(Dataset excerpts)

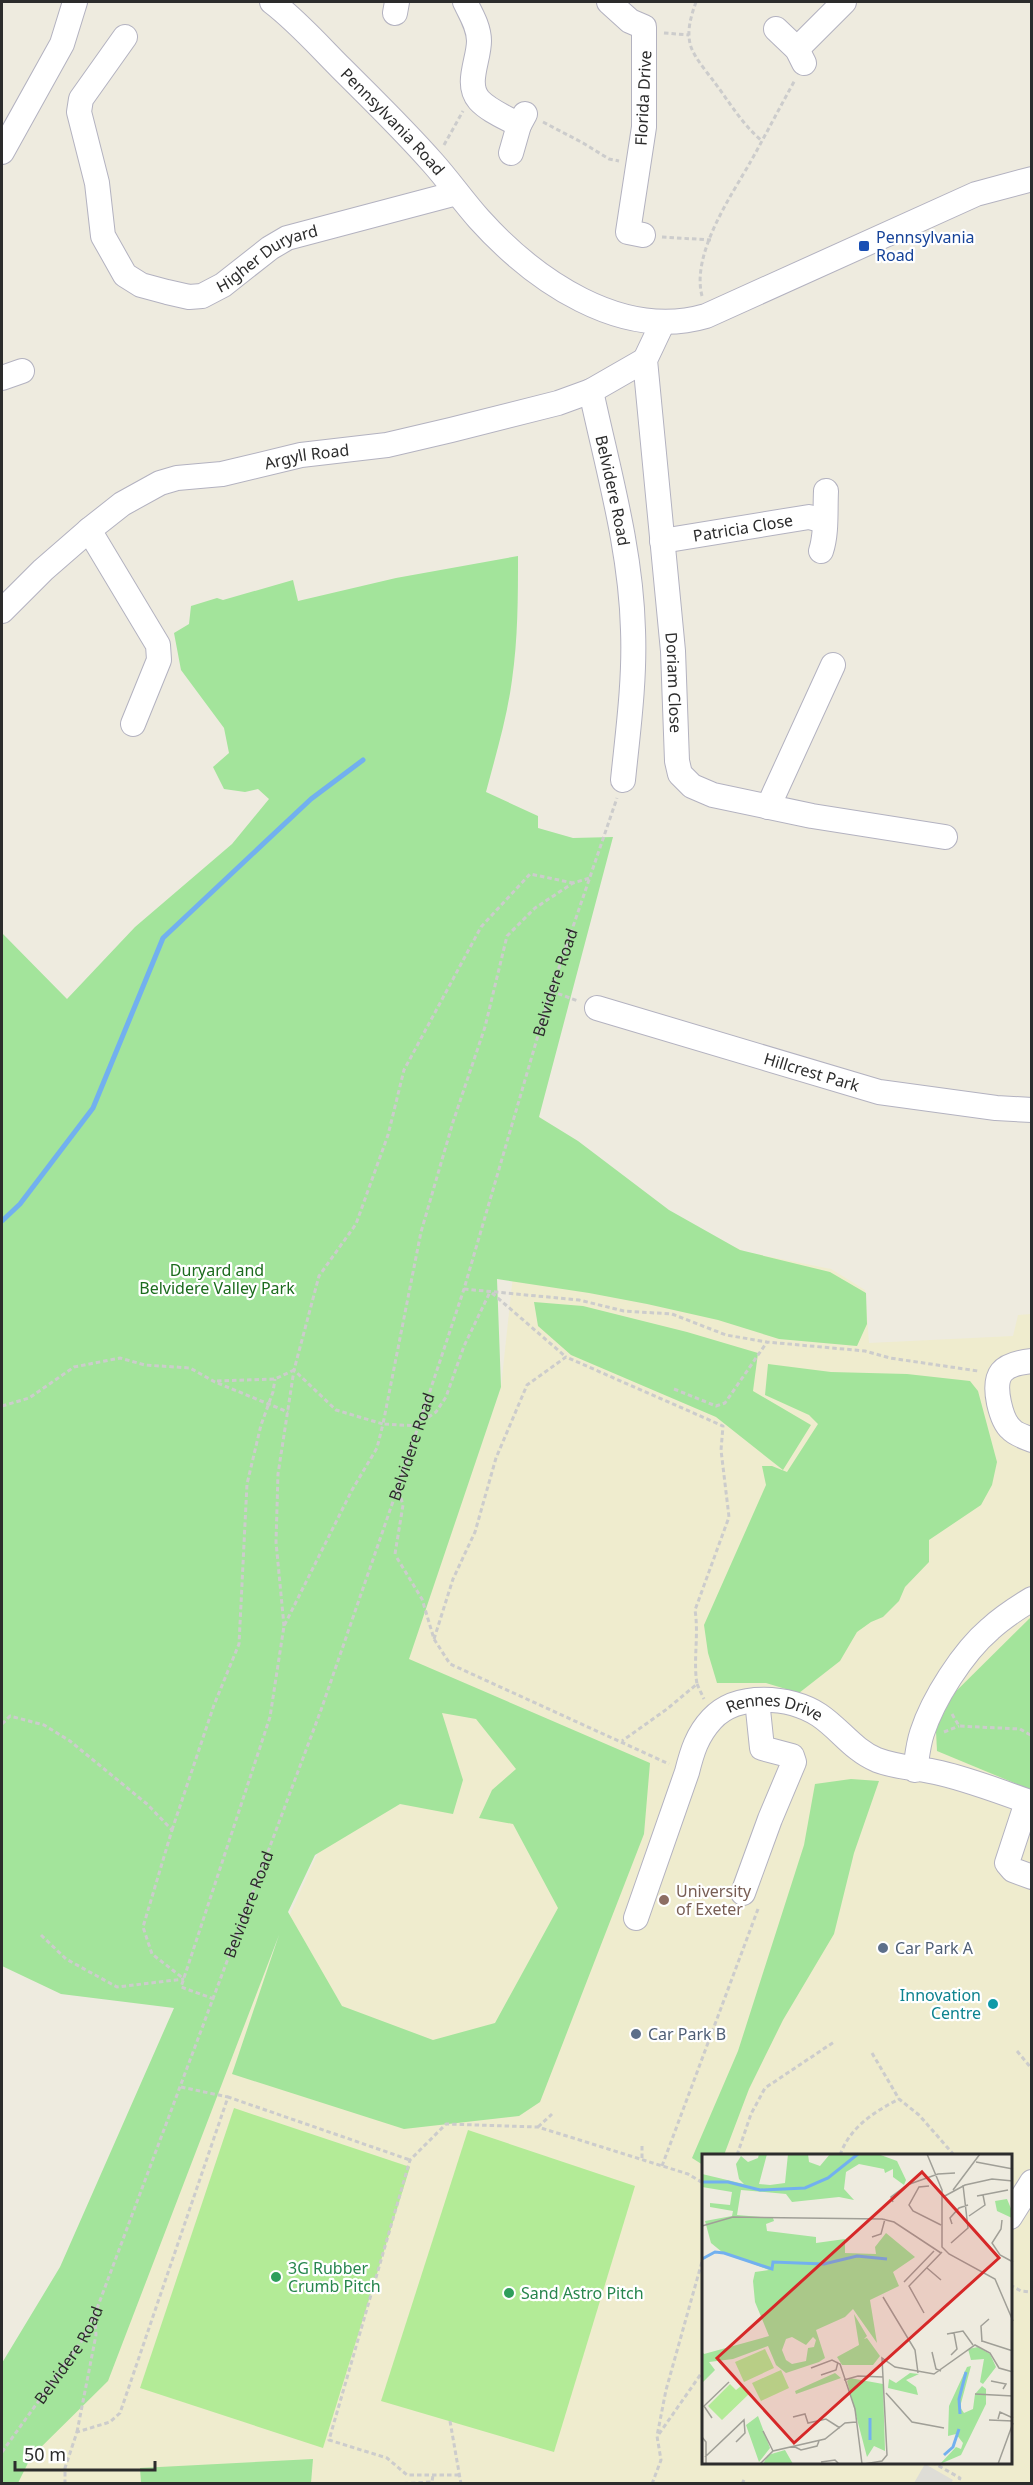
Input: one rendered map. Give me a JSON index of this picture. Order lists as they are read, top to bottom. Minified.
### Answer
{"streets":{"street":["Florida Drive","Pennsylvania Road","Higher Duryard","Argyll Road","Belvidere Road","Patricia Close","Doriam Close","Hillcrest Park","Rennes Drive"]},"crossings":[["Pennsylvania Road","Higher Duryard"],["Argyll Road","Belvidere Road"],["Argyll Road","Doriam Close"],["Patricia Close","Doriam Close"]],"parks":["Duryard and Belvidere Valley Park"],"places":{"transit":["Pennsylvania Road"],"other":["University of Exeter","Car Park A","Innovation Centre","Car Park B","3G Rubber Crumb Pitch","Sand Astro Pitch"]},"scale_bar":"50 m"}
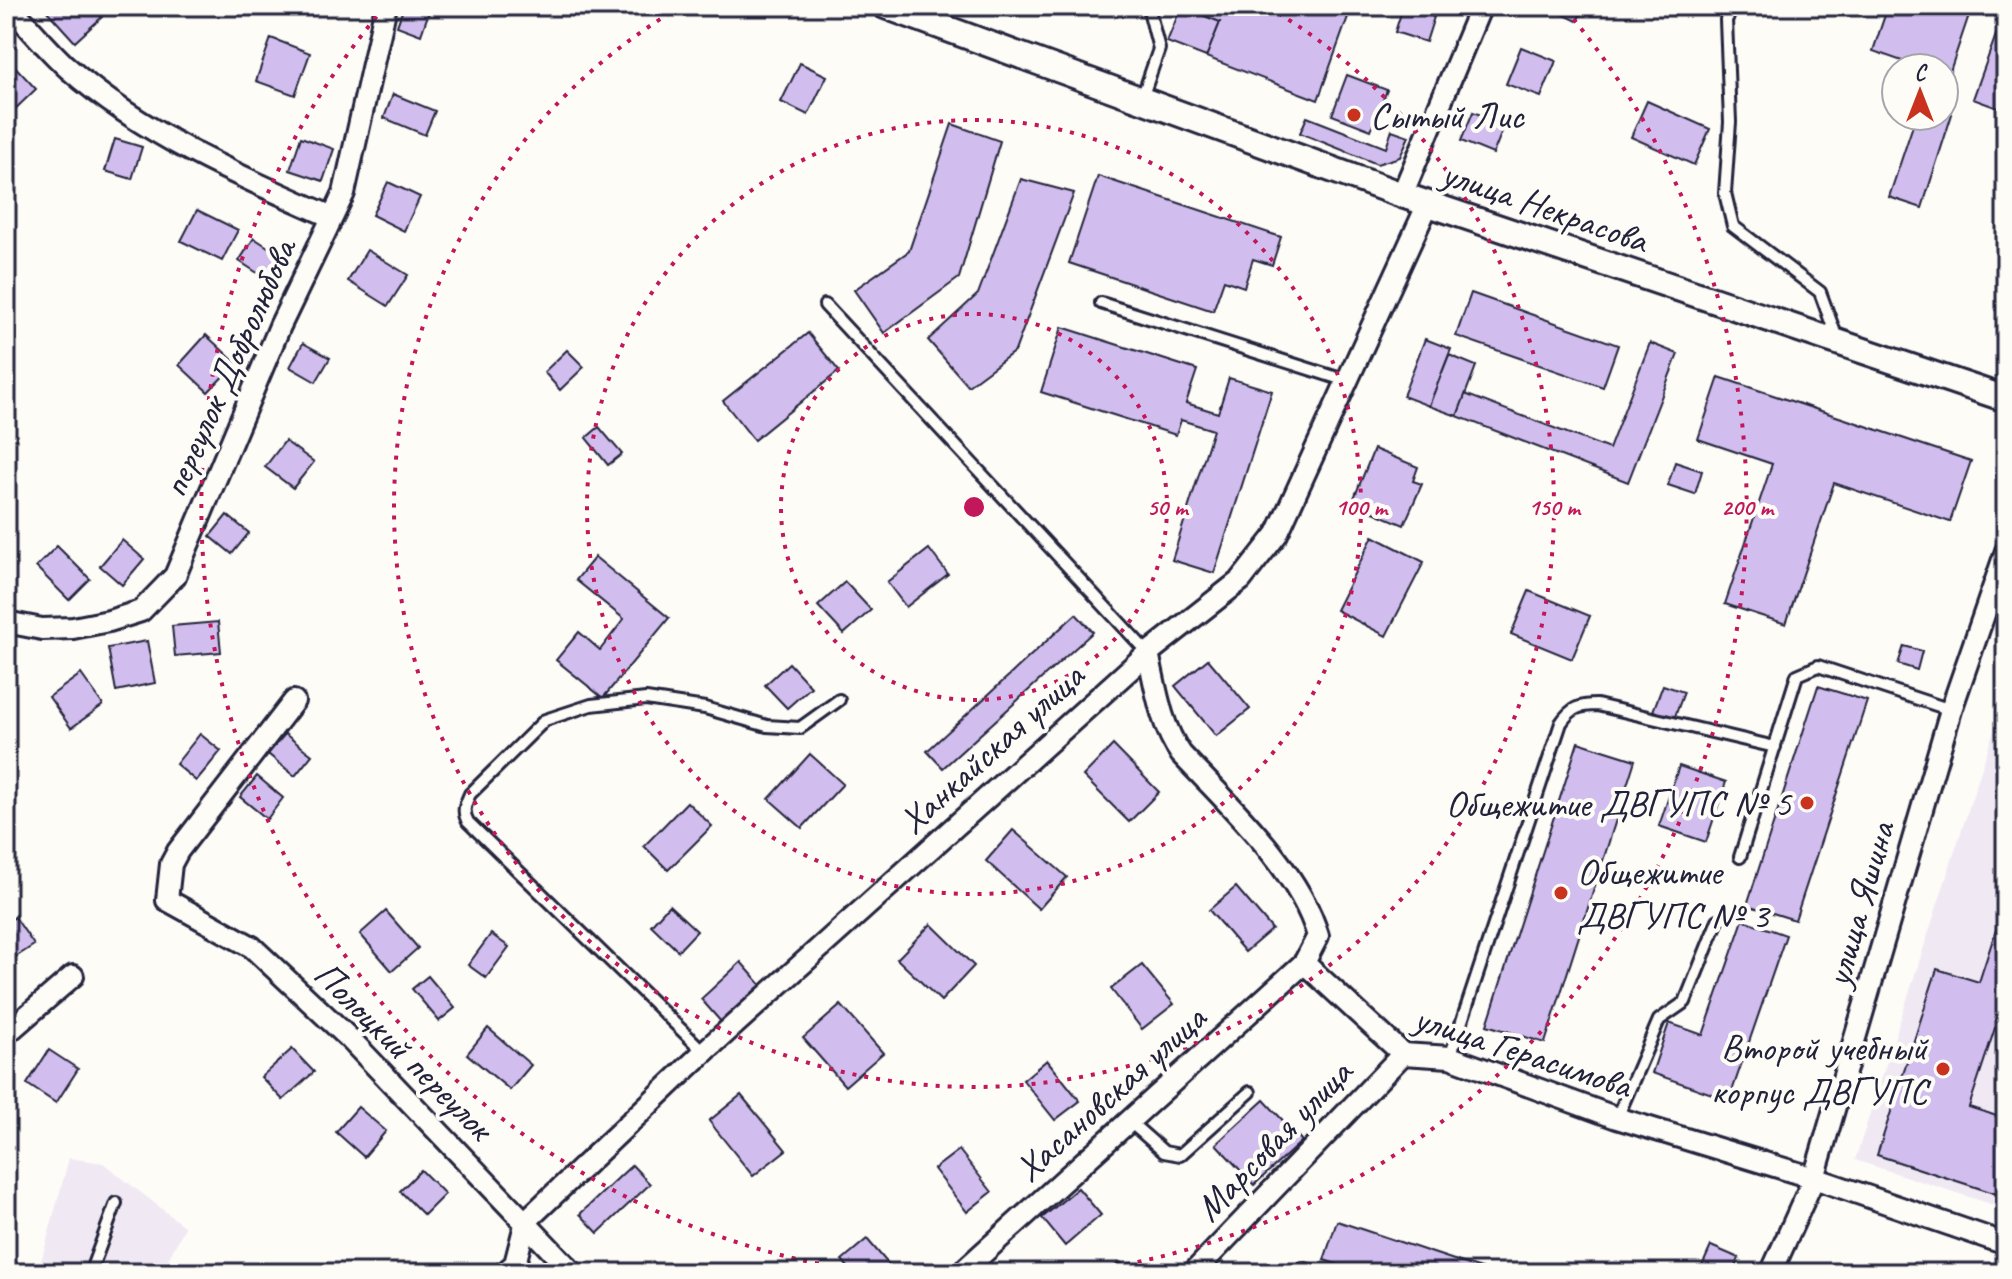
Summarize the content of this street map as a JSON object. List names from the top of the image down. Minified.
{"streets":{"street":["улица Некрасова","переулок Добролюбова","Ханкайская улица","улица Яшина","Полоцкий переулок","улица Герасимова","Хасановская улица","Марсовая улица"]},"crossings":[["улица Некрасова","Ханкайская улица"],["Ханкайская улица","Полоцкий переулок"],["улица Яшина","улица Герасимова"],["улица Герасимова","Хасановская улица"],["улица Герасимова","Марсовая улица"]],"places":["Сытый Лис","Общежитие ДВГУПС № 5","Общежитие ДВГУПС № 3","Второй учебный корпус ДВГУПС"],"north":"top","rings":["50 m","100 m","150 m","200 m"]}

Aim of the task:
The records above should be returned exactly, with only their pictures held back.

Answer box:
Input: one rendered map. Give me a JSON index of this picture. Order lists as they are read, top to bottom. Minified.
### Answer
{"streets":{"street":["Florida Drive","Pennsylvania Road","Higher Duryard","Argyll Road","Belvidere Road","Patricia Close","Doriam Close","Hillcrest Park","Rennes Drive"]},"crossings":[["Pennsylvania Road","Higher Duryard"],["Argyll Road","Belvidere Road"],["Argyll Road","Doriam Close"],["Patricia Close","Doriam Close"]],"parks":["Duryard and Belvidere Valley Park"],"places":{"transit":["Pennsylvania Road"],"other":["University of Exeter","Car Park A","Innovation Centre","Car Park B","3G Rubber Crumb Pitch","Sand Astro Pitch"]},"scale_bar":"50 m"}
Summarize the content of this street map as a JSON object. List names from the top of the image down. Minified.
{"streets":{"street":["улица Некрасова","переулок Добролюбова","Ханкайская улица","улица Яшина","Полоцкий переулок","улица Герасимова","Хасановская улица","Марсовая улица"]},"crossings":[["улица Некрасова","Ханкайская улица"],["Ханкайская улица","Полоцкий переулок"],["улица Яшина","улица Герасимова"],["улица Герасимова","Хасановская улица"],["улица Герасимова","Марсовая улица"]],"places":["Сытый Лис","Общежитие ДВГУПС № 5","Общежитие ДВГУПС № 3","Второй учебный корпус ДВГУПС"],"north":"top","rings":["50 m","100 m","150 m","200 m"]}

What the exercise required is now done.